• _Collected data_
■ ■ ■ ■

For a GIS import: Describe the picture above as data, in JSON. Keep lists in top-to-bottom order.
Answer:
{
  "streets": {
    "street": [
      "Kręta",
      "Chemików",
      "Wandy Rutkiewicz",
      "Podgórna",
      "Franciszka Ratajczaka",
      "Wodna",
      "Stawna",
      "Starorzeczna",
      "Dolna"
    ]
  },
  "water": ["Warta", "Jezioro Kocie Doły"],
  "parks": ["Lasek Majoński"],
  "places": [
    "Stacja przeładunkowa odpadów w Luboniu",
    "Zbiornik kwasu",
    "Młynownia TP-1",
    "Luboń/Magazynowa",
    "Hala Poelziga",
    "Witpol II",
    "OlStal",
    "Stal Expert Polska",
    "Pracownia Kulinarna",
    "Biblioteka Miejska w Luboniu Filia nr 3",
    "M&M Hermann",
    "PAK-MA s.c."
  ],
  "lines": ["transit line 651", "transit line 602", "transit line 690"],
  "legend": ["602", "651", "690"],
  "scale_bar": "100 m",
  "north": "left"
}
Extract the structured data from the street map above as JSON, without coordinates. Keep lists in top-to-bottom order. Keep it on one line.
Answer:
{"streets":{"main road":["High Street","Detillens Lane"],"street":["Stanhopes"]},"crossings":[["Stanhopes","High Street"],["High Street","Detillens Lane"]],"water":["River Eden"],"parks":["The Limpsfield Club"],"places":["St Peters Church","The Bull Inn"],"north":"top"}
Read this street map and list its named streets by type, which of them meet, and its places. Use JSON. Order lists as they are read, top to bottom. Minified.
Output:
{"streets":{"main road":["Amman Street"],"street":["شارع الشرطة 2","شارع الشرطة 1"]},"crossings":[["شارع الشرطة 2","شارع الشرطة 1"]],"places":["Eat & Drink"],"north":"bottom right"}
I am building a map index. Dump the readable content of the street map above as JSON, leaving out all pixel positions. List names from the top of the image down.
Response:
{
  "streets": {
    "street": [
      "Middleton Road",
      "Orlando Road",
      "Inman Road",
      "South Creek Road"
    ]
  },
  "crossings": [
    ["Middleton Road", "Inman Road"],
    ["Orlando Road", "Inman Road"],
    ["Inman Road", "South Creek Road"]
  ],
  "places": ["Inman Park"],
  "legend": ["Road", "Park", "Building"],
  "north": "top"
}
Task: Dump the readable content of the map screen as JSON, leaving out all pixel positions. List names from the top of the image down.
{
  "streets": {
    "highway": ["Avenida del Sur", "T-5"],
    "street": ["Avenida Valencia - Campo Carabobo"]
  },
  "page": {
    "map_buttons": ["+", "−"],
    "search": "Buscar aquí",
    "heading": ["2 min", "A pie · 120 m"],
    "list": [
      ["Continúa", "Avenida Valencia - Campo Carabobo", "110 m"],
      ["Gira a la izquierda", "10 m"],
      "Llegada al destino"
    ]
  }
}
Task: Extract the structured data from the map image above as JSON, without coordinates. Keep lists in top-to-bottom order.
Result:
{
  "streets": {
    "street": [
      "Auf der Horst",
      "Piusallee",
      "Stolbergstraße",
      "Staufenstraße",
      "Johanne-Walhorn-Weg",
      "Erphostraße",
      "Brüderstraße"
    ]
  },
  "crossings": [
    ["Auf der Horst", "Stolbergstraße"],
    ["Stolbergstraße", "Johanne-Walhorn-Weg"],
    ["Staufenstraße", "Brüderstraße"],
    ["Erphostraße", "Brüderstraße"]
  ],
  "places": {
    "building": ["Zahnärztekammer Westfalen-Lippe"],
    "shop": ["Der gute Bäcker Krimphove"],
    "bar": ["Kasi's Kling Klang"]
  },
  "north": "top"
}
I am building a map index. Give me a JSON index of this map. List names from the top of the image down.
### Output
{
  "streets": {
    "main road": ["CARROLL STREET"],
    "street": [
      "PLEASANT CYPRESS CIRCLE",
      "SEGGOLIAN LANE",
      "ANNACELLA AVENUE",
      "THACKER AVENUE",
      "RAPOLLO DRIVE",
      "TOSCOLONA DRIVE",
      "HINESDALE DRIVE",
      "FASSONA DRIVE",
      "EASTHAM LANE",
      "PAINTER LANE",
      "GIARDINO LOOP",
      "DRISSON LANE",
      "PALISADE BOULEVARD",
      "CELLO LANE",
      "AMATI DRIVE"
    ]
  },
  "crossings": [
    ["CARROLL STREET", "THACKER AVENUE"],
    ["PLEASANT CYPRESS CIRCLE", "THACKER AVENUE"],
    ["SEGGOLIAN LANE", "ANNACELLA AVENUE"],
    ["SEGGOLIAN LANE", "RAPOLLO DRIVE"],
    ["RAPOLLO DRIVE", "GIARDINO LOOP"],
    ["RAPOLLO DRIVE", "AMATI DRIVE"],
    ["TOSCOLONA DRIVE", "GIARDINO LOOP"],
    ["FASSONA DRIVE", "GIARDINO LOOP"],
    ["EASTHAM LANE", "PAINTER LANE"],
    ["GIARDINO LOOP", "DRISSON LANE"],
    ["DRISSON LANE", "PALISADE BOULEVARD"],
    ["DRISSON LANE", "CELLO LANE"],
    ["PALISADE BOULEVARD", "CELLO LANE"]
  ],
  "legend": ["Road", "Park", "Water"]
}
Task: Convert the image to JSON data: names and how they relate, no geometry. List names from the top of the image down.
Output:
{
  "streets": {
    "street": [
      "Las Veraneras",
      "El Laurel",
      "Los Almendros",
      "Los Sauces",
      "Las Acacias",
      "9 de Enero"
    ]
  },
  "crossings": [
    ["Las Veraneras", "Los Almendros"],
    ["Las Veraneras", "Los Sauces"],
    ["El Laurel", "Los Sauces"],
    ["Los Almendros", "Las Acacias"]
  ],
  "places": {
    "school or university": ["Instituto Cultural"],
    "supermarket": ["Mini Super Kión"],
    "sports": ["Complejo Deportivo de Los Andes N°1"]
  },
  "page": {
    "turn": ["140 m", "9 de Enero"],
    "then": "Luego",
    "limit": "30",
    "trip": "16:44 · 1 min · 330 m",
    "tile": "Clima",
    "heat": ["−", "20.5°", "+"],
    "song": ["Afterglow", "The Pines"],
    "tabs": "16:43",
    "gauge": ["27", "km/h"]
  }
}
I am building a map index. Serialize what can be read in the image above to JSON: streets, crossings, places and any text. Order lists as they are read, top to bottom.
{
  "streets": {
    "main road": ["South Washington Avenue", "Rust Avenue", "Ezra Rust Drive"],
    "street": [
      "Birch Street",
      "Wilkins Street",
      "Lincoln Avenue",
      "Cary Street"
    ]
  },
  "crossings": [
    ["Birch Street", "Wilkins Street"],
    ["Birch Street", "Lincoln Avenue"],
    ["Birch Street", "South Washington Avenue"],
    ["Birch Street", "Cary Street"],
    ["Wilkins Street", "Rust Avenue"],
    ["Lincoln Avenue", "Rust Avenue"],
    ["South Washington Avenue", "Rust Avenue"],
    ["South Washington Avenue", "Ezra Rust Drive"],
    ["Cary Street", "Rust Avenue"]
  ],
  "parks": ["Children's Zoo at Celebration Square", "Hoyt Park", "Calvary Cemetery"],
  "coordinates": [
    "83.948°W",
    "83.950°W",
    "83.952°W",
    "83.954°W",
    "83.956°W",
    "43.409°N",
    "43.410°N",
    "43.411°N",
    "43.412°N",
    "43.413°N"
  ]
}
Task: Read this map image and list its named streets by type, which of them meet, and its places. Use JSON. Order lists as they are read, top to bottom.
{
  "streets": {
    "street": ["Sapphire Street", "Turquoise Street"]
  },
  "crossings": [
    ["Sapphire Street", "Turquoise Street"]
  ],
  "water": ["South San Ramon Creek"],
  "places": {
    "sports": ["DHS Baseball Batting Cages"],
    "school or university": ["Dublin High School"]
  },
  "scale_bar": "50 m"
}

■ ■ ■ ■

• _About this exercise_
An exact copy of all the records above is needed.

• _Written response_
For a GIS import: Describe the picture above as data, in JSON. Keep lists in top-to-bottom order.
Answer:
{
  "streets": {
    "street": [
      "Kręta",
      "Chemików",
      "Wandy Rutkiewicz",
      "Podgórna",
      "Franciszka Ratajczaka",
      "Wodna",
      "Stawna",
      "Starorzeczna",
      "Dolna"
    ]
  },
  "water": ["Warta", "Jezioro Kocie Doły"],
  "parks": ["Lasek Majoński"],
  "places": [
    "Stacja przeładunkowa odpadów w Luboniu",
    "Zbiornik kwasu",
    "Młynownia TP-1",
    "Luboń/Magazynowa",
    "Hala Poelziga",
    "Witpol II",
    "OlStal",
    "Stal Expert Polska",
    "Pracownia Kulinarna",
    "Biblioteka Miejska w Luboniu Filia nr 3",
    "M&M Hermann",
    "PAK-MA s.c."
  ],
  "lines": ["transit line 651", "transit line 602", "transit line 690"],
  "legend": ["602", "651", "690"],
  "scale_bar": "100 m",
  "north": "left"
}
Extract the structured data from the street map above as JSON, without coordinates. Keep lists in top-to-bottom order. Keep it on one line.
Answer:
{"streets":{"main road":["High Street","Detillens Lane"],"street":["Stanhopes"]},"crossings":[["Stanhopes","High Street"],["High Street","Detillens Lane"]],"water":["River Eden"],"parks":["The Limpsfield Club"],"places":["St Peters Church","The Bull Inn"],"north":"top"}
Read this street map and list its named streets by type, which of them meet, and its places. Use JSON. Order lists as they are read, top to bottom. Minified.
Output:
{"streets":{"main road":["Amman Street"],"street":["شارع الشرطة 2","شارع الشرطة 1"]},"crossings":[["شارع الشرطة 2","شارع الشرطة 1"]],"places":["Eat & Drink"],"north":"bottom right"}
I am building a map index. Dump the readable content of the street map above as JSON, leaving out all pixel positions. List names from the top of the image down.
Response:
{
  "streets": {
    "street": [
      "Middleton Road",
      "Orlando Road",
      "Inman Road",
      "South Creek Road"
    ]
  },
  "crossings": [
    ["Middleton Road", "Inman Road"],
    ["Orlando Road", "Inman Road"],
    ["Inman Road", "South Creek Road"]
  ],
  "places": ["Inman Park"],
  "legend": ["Road", "Park", "Building"],
  "north": "top"
}
Task: Dump the readable content of the map screen as JSON, leaving out all pixel positions. List names from the top of the image down.
{
  "streets": {
    "highway": ["Avenida del Sur", "T-5"],
    "street": ["Avenida Valencia - Campo Carabobo"]
  },
  "page": {
    "map_buttons": ["+", "−"],
    "search": "Buscar aquí",
    "heading": ["2 min", "A pie · 120 m"],
    "list": [
      ["Continúa", "Avenida Valencia - Campo Carabobo", "110 m"],
      ["Gira a la izquierda", "10 m"],
      "Llegada al destino"
    ]
  }
}
Task: Extract the structured data from the map image above as JSON, without coordinates. Keep lists in top-to-bottom order.
Result:
{
  "streets": {
    "street": [
      "Auf der Horst",
      "Piusallee",
      "Stolbergstraße",
      "Staufenstraße",
      "Johanne-Walhorn-Weg",
      "Erphostraße",
      "Brüderstraße"
    ]
  },
  "crossings": [
    ["Auf der Horst", "Stolbergstraße"],
    ["Stolbergstraße", "Johanne-Walhorn-Weg"],
    ["Staufenstraße", "Brüderstraße"],
    ["Erphostraße", "Brüderstraße"]
  ],
  "places": {
    "building": ["Zahnärztekammer Westfalen-Lippe"],
    "shop": ["Der gute Bäcker Krimphove"],
    "bar": ["Kasi's Kling Klang"]
  },
  "north": "top"
}
I am building a map index. Give me a JSON index of this map. List names from the top of the image down.
### Output
{
  "streets": {
    "main road": ["CARROLL STREET"],
    "street": [
      "PLEASANT CYPRESS CIRCLE",
      "SEGGOLIAN LANE",
      "ANNACELLA AVENUE",
      "THACKER AVENUE",
      "RAPOLLO DRIVE",
      "TOSCOLONA DRIVE",
      "HINESDALE DRIVE",
      "FASSONA DRIVE",
      "EASTHAM LANE",
      "PAINTER LANE",
      "GIARDINO LOOP",
      "DRISSON LANE",
      "PALISADE BOULEVARD",
      "CELLO LANE",
      "AMATI DRIVE"
    ]
  },
  "crossings": [
    ["CARROLL STREET", "THACKER AVENUE"],
    ["PLEASANT CYPRESS CIRCLE", "THACKER AVENUE"],
    ["SEGGOLIAN LANE", "ANNACELLA AVENUE"],
    ["SEGGOLIAN LANE", "RAPOLLO DRIVE"],
    ["RAPOLLO DRIVE", "GIARDINO LOOP"],
    ["RAPOLLO DRIVE", "AMATI DRIVE"],
    ["TOSCOLONA DRIVE", "GIARDINO LOOP"],
    ["FASSONA DRIVE", "GIARDINO LOOP"],
    ["EASTHAM LANE", "PAINTER LANE"],
    ["GIARDINO LOOP", "DRISSON LANE"],
    ["DRISSON LANE", "PALISADE BOULEVARD"],
    ["DRISSON LANE", "CELLO LANE"],
    ["PALISADE BOULEVARD", "CELLO LANE"]
  ],
  "legend": ["Road", "Park", "Water"]
}
Task: Convert the image to JSON data: names and how they relate, no geometry. List names from the top of the image down.
Output:
{
  "streets": {
    "street": [
      "Las Veraneras",
      "El Laurel",
      "Los Almendros",
      "Los Sauces",
      "Las Acacias",
      "9 de Enero"
    ]
  },
  "crossings": [
    ["Las Veraneras", "Los Almendros"],
    ["Las Veraneras", "Los Sauces"],
    ["El Laurel", "Los Sauces"],
    ["Los Almendros", "Las Acacias"]
  ],
  "places": {
    "school or university": ["Instituto Cultural"],
    "supermarket": ["Mini Super Kión"],
    "sports": ["Complejo Deportivo de Los Andes N°1"]
  },
  "page": {
    "turn": ["140 m", "9 de Enero"],
    "then": "Luego",
    "limit": "30",
    "trip": "16:44 · 1 min · 330 m",
    "tile": "Clima",
    "heat": ["−", "20.5°", "+"],
    "song": ["Afterglow", "The Pines"],
    "tabs": "16:43",
    "gauge": ["27", "km/h"]
  }
}
I am building a map index. Serialize what can be read in the image above to JSON: streets, crossings, places and any text. Order lists as they are read, top to bottom.
{
  "streets": {
    "main road": ["South Washington Avenue", "Rust Avenue", "Ezra Rust Drive"],
    "street": [
      "Birch Street",
      "Wilkins Street",
      "Lincoln Avenue",
      "Cary Street"
    ]
  },
  "crossings": [
    ["Birch Street", "Wilkins Street"],
    ["Birch Street", "Lincoln Avenue"],
    ["Birch Street", "South Washington Avenue"],
    ["Birch Street", "Cary Street"],
    ["Wilkins Street", "Rust Avenue"],
    ["Lincoln Avenue", "Rust Avenue"],
    ["South Washington Avenue", "Rust Avenue"],
    ["South Washington Avenue", "Ezra Rust Drive"],
    ["Cary Street", "Rust Avenue"]
  ],
  "parks": ["Children's Zoo at Celebration Square", "Hoyt Park", "Calvary Cemetery"],
  "coordinates": [
    "83.948°W",
    "83.950°W",
    "83.952°W",
    "83.954°W",
    "83.956°W",
    "43.409°N",
    "43.410°N",
    "43.411°N",
    "43.412°N",
    "43.413°N"
  ]
}
Task: Read this map image and list its named streets by type, which of them meet, and its places. Use JSON. Order lists as they are read, top to bottom.
{
  "streets": {
    "street": ["Sapphire Street", "Turquoise Street"]
  },
  "crossings": [
    ["Sapphire Street", "Turquoise Street"]
  ],
  "water": ["South San Ramon Creek"],
  "places": {
    "sports": ["DHS Baseball Batting Cages"],
    "school or university": ["Dublin High School"]
  },
  "scale_bar": "50 m"
}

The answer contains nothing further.